| Exercise details |
Please count how many lines of the data include the word "function". Give only that number in reply.
--------------------
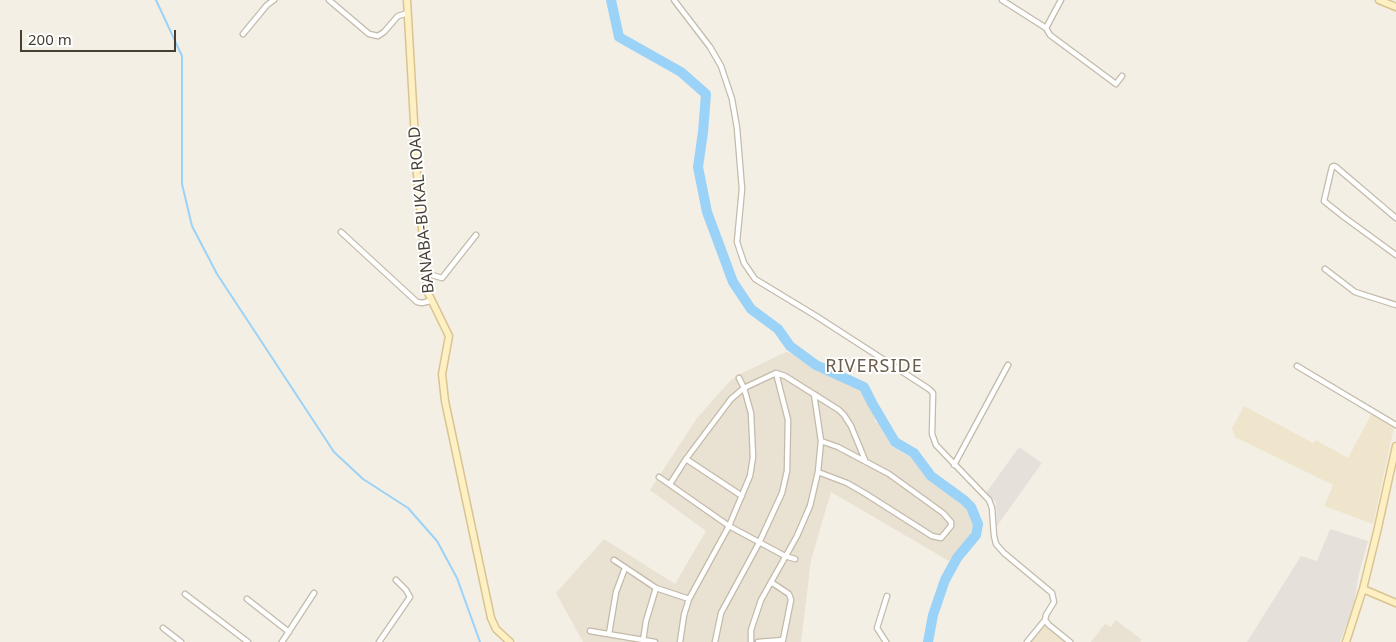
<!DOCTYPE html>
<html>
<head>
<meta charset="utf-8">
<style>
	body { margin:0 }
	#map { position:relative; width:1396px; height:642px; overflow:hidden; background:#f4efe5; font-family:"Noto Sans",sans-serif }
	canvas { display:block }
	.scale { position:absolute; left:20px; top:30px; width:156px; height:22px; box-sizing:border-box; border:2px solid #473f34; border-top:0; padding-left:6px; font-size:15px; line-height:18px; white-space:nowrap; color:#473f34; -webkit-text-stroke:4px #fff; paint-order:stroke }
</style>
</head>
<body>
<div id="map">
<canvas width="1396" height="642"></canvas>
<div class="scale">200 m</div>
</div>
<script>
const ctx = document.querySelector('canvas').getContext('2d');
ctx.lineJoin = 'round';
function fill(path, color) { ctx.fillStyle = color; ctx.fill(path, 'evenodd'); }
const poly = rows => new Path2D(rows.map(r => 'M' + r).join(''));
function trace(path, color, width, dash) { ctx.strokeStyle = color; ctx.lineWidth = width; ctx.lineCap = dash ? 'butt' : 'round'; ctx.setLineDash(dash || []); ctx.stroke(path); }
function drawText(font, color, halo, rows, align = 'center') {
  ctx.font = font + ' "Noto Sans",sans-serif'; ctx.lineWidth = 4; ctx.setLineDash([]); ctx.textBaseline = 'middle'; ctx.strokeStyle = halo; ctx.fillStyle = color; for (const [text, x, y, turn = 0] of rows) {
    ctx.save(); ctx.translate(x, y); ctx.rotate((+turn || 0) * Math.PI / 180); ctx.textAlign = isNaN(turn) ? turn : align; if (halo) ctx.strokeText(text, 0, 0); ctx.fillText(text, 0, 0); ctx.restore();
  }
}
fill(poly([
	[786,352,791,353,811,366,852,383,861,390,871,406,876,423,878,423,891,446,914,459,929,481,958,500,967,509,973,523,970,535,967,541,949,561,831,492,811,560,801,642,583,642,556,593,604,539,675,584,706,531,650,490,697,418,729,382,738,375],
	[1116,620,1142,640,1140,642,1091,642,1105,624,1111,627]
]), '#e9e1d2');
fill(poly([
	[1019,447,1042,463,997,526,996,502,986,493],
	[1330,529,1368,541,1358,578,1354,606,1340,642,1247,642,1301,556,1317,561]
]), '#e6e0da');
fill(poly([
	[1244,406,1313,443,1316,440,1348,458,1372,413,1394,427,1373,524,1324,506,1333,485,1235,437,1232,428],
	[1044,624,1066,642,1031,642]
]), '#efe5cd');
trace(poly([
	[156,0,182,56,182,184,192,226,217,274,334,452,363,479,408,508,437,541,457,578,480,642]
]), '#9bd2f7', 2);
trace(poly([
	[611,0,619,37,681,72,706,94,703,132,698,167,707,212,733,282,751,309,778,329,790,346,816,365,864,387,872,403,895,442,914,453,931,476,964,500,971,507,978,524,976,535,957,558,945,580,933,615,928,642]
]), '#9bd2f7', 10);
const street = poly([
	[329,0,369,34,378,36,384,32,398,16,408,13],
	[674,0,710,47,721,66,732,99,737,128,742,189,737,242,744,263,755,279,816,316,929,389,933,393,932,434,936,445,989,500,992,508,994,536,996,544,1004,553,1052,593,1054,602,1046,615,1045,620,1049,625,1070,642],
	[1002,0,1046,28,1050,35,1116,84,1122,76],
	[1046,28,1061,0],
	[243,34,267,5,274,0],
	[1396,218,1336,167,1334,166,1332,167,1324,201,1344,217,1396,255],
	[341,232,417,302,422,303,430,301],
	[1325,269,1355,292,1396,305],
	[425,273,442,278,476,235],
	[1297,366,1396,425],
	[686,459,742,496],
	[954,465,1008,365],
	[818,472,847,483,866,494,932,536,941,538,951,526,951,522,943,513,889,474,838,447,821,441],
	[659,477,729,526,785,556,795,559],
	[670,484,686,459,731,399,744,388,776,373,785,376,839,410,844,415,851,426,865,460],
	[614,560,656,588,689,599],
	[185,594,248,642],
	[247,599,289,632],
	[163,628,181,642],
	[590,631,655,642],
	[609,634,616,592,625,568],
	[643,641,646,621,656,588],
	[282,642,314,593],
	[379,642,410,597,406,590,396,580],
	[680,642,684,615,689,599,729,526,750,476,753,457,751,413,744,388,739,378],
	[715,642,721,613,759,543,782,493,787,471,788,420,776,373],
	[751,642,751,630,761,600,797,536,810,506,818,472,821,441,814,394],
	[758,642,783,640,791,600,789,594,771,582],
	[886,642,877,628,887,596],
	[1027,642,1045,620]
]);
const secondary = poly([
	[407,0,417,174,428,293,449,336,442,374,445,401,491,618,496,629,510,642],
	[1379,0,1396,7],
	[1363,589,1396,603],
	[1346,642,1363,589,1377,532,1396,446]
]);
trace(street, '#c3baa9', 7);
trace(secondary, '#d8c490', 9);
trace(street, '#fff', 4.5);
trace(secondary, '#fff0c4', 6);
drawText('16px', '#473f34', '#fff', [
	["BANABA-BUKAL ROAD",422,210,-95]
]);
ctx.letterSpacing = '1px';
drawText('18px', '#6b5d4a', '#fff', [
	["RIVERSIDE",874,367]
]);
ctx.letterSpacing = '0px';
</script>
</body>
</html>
--------------------
| Your solution |
3